A 95-year-old Australian woman died Wednesday, a week after a police officer shot her with a stun gun in a nursing home as she moved toward him using a walker and carrying a steak knife, in a tragedy that has outraged many Australians.

Clare Nowland, who had dementia, had been hospitalized in Cooma in New South Wales state since her skull was fractured when she fell on May 17 after Constable Kristian White shocked her with a stun gun.

Police announced Nowland’s death hours after reporting that White has been ordered to appear in court on July 5 on charges of recklessly causing grievous bodily harm, assault occasioning actual bodily harm, and common assault. The charges are likely to be upgraded following her death.

White and another police officer had gone to Yallambee Lodge, a nursing home in Cooma that specializes in residents with higher care needs including dementia, after staff reported that Nowland had taken a serrated steak knife from the kitchen.

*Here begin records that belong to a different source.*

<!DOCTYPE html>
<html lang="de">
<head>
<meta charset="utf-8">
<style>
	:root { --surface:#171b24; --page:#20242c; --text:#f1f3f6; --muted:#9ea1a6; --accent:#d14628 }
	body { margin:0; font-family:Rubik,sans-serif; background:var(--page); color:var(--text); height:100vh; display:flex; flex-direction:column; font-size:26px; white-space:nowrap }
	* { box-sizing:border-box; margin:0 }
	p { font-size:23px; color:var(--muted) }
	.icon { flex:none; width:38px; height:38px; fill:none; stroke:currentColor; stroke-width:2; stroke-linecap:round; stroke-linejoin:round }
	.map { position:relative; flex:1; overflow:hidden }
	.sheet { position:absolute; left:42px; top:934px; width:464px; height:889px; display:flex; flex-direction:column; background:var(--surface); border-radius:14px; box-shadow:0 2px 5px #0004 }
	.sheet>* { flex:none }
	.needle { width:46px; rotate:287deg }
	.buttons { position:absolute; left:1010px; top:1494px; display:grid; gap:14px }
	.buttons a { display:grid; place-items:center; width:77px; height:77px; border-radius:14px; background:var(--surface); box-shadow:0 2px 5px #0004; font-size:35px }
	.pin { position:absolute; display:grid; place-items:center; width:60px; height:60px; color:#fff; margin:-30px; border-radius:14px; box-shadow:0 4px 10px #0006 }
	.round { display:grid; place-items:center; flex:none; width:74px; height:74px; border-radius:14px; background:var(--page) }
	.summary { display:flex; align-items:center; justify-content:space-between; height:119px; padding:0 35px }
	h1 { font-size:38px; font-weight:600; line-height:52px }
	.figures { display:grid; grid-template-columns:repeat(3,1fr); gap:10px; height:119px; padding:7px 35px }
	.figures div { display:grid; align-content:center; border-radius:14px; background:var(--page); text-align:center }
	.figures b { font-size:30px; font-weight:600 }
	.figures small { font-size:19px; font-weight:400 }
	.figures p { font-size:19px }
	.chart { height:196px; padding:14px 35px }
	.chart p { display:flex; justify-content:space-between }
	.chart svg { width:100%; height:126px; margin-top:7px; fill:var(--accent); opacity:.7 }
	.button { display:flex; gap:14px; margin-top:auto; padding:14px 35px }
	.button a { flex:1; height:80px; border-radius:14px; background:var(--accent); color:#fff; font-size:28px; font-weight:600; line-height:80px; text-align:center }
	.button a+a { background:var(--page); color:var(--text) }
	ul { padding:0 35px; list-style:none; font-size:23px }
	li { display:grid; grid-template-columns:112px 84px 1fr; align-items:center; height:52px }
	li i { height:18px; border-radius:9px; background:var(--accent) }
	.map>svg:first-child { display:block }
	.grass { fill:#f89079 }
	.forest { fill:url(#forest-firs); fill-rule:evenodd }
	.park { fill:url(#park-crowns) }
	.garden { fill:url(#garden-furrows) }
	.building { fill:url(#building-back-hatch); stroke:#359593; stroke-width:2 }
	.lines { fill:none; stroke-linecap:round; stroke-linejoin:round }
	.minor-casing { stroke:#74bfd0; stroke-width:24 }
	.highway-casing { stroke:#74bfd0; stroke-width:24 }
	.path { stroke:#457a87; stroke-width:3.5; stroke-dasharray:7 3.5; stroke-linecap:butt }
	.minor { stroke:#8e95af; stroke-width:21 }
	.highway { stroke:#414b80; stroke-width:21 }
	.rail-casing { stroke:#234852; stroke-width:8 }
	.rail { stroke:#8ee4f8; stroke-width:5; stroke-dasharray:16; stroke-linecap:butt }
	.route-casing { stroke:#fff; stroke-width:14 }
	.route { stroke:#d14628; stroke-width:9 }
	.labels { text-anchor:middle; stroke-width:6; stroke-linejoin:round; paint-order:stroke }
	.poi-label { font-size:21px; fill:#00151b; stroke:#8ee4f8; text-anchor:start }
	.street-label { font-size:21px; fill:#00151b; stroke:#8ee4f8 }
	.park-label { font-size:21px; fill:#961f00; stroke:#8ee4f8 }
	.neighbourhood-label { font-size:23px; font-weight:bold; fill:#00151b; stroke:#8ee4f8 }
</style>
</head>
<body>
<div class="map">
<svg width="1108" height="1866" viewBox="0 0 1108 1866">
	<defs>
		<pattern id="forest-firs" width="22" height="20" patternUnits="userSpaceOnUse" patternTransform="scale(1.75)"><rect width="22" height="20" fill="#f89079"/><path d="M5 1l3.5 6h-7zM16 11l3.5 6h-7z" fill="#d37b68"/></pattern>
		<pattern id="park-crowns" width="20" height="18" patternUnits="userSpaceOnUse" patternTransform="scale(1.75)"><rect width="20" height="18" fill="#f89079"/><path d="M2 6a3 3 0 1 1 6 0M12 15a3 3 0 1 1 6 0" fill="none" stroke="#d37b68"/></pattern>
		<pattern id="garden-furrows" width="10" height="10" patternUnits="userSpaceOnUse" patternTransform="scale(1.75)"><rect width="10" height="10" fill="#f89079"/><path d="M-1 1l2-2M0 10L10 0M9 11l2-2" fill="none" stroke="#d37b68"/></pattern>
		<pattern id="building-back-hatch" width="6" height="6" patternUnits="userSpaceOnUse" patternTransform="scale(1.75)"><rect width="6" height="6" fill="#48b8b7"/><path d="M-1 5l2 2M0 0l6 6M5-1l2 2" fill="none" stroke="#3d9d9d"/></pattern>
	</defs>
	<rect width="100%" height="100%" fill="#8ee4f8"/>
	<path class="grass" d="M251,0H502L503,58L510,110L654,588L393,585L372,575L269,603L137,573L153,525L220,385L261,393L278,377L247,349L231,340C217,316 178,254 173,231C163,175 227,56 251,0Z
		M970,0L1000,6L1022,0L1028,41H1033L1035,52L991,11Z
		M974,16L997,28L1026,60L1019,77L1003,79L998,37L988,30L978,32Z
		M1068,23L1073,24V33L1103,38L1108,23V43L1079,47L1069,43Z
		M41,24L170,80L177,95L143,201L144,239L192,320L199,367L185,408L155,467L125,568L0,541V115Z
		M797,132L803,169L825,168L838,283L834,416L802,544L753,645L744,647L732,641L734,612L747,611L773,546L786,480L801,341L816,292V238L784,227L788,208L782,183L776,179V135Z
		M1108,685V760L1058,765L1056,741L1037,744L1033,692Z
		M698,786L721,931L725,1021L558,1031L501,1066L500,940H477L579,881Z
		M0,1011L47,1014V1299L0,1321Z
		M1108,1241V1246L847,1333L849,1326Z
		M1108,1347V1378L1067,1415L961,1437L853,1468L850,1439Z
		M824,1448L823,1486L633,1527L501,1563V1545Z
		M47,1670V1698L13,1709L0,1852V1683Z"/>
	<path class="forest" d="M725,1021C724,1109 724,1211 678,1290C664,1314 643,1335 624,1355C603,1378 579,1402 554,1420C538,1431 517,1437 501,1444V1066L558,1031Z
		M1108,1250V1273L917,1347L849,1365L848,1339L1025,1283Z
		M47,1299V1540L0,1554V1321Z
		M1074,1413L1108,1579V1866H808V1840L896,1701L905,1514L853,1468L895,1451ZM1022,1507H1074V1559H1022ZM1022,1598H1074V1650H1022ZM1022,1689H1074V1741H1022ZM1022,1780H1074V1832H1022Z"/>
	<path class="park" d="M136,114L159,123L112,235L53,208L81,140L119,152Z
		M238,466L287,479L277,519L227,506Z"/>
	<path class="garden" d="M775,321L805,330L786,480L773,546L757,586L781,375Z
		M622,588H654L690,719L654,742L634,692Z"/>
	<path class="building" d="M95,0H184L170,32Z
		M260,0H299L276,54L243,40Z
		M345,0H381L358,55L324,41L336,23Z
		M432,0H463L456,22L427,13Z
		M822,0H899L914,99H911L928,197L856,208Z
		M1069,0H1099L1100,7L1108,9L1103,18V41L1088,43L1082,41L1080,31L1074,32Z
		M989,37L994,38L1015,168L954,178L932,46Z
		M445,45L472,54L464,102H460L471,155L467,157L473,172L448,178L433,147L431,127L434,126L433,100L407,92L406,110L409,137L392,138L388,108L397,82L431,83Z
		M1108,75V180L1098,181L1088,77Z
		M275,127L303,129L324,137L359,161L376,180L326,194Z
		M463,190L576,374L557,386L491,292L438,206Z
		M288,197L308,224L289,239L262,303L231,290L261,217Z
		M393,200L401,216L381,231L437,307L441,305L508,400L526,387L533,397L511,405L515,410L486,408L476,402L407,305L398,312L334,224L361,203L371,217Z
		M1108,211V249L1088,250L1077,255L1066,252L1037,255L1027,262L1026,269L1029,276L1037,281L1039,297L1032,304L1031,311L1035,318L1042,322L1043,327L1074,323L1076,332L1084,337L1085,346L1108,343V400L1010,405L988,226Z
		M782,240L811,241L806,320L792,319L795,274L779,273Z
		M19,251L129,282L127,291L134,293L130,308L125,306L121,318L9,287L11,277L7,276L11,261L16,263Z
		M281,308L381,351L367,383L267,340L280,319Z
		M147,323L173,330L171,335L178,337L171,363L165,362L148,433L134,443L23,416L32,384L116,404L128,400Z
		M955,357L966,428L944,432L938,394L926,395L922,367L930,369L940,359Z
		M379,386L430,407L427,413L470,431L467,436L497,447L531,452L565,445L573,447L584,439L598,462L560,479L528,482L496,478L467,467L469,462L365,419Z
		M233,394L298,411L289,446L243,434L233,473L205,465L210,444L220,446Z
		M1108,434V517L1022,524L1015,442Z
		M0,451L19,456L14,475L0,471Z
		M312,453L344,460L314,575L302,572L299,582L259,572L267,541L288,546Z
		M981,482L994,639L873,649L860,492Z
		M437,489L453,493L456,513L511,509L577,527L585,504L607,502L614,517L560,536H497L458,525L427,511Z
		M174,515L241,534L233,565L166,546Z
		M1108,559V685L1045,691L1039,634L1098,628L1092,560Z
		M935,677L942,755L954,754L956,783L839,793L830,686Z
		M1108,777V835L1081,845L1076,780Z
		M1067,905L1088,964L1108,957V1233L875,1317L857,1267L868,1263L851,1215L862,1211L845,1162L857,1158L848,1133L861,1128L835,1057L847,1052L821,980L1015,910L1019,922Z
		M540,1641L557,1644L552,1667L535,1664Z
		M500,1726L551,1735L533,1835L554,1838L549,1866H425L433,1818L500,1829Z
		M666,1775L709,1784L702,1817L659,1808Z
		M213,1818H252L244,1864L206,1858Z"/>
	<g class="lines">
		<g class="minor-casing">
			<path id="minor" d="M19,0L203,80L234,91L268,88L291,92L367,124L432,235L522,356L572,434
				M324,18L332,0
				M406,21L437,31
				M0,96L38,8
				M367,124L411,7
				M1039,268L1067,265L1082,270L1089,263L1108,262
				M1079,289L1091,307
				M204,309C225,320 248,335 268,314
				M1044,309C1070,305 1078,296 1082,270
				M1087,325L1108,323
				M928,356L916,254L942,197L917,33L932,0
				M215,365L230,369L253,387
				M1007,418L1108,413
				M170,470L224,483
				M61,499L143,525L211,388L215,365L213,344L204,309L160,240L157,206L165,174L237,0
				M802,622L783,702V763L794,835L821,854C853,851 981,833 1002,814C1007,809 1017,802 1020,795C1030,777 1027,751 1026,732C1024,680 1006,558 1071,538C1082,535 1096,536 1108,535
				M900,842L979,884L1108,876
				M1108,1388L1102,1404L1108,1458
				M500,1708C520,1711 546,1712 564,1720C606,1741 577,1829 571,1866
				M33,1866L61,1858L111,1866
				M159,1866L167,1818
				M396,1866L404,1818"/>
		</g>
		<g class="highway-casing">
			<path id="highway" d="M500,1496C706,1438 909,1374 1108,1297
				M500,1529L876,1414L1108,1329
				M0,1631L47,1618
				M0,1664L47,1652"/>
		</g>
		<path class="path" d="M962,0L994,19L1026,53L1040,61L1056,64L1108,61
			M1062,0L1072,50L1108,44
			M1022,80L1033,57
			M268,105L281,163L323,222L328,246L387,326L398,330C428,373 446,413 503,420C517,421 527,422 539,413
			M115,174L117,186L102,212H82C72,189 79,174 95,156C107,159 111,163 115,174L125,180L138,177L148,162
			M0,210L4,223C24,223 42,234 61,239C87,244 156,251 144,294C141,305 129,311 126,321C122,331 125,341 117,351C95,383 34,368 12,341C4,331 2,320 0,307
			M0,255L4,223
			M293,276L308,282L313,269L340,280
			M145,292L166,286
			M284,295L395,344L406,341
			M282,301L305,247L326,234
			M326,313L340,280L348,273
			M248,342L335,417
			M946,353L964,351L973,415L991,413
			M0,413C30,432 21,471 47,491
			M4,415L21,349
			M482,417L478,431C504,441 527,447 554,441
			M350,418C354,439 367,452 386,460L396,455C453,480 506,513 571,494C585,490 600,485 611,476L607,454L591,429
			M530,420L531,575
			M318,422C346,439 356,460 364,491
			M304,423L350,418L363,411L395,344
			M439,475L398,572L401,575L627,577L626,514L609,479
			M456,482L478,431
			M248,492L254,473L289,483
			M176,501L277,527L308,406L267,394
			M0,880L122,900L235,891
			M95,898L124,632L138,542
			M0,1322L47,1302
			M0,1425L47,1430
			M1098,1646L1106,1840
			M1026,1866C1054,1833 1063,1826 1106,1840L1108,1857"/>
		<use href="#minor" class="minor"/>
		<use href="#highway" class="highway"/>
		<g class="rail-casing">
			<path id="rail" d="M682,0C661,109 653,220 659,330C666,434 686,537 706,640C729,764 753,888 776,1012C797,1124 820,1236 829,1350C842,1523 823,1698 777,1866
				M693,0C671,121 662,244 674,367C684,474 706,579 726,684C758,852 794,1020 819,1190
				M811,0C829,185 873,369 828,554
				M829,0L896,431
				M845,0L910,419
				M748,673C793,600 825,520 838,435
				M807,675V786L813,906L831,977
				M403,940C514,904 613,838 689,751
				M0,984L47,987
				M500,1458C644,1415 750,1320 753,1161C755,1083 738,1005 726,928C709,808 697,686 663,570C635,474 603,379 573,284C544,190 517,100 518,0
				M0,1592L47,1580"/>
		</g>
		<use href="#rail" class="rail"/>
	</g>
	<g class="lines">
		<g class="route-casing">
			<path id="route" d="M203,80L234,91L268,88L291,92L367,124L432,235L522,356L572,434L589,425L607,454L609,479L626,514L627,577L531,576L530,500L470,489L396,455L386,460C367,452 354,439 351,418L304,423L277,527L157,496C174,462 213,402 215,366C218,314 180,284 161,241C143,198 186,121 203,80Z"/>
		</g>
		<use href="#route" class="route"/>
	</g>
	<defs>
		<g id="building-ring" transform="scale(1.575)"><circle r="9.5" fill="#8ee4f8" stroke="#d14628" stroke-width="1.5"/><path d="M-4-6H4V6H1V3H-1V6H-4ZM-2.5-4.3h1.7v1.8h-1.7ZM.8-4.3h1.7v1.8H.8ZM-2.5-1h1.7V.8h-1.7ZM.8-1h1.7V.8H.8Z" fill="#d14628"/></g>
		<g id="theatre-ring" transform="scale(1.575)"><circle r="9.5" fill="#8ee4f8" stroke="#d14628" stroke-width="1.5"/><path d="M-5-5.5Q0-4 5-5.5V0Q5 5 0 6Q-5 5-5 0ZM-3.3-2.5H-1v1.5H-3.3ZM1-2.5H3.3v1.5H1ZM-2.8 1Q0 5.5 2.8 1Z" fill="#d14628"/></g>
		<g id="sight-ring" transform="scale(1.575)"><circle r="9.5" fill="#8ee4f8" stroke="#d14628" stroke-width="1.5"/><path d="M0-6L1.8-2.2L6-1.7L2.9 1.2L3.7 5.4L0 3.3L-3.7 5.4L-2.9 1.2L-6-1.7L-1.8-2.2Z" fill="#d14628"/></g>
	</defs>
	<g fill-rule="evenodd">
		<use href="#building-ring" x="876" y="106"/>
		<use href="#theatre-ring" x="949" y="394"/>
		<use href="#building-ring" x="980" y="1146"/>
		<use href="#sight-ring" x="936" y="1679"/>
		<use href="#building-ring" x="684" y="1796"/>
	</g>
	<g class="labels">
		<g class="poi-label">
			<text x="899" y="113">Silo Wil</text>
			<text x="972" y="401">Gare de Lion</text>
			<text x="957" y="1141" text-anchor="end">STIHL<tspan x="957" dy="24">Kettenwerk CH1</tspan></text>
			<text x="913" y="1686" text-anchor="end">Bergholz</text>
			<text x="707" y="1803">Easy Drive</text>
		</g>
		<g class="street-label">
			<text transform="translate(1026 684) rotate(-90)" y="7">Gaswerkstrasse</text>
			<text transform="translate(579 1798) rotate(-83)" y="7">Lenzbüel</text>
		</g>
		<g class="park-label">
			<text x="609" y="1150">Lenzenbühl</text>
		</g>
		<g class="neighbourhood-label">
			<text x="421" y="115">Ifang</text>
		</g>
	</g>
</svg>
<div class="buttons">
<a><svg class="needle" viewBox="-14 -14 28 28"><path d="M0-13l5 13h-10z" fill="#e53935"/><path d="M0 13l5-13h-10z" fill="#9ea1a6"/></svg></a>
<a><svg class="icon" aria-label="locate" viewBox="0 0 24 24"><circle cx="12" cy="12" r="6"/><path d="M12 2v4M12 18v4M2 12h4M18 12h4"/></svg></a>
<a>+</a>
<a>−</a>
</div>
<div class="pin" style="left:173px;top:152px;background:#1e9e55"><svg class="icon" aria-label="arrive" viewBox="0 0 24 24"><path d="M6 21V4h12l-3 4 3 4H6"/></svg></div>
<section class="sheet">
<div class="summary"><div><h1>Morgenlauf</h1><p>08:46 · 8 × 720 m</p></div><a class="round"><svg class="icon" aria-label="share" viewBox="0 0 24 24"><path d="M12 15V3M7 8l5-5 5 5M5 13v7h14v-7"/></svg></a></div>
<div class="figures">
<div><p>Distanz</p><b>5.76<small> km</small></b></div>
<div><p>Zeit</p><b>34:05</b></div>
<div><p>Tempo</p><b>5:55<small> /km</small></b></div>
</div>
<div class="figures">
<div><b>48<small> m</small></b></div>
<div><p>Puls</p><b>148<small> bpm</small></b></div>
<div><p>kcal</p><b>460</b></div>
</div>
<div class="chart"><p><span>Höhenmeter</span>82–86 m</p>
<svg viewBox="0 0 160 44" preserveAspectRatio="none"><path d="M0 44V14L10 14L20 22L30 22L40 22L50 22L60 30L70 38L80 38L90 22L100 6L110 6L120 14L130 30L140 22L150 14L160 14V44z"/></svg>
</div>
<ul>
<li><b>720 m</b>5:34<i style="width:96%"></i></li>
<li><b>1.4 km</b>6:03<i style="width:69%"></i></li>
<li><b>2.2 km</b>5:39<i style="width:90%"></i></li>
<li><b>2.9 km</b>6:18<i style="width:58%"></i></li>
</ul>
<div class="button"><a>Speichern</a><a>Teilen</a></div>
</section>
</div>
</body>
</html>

The violence against an elderly and incapacitated woman has sparked a national debate about the police use of stun guns in such circumstances and the competence of aged care staff. Police are allowed to use stun guns when lives are in danger.

A coroner will determine the cause of death. Police say her injuries resulted from falling to the floor, not from the electric charge from the Taser-brand stun gun.

Australian woman, 95, is in critical condition after police fired a taser at her

White has been under police internal investigation since the incident and has been suspended from duty with pay since Tuesday.

White and his police partner on the day have images of the incident from their body cameras, but police have declined to release them.

The government elected a year ago is increasing resources for aged care.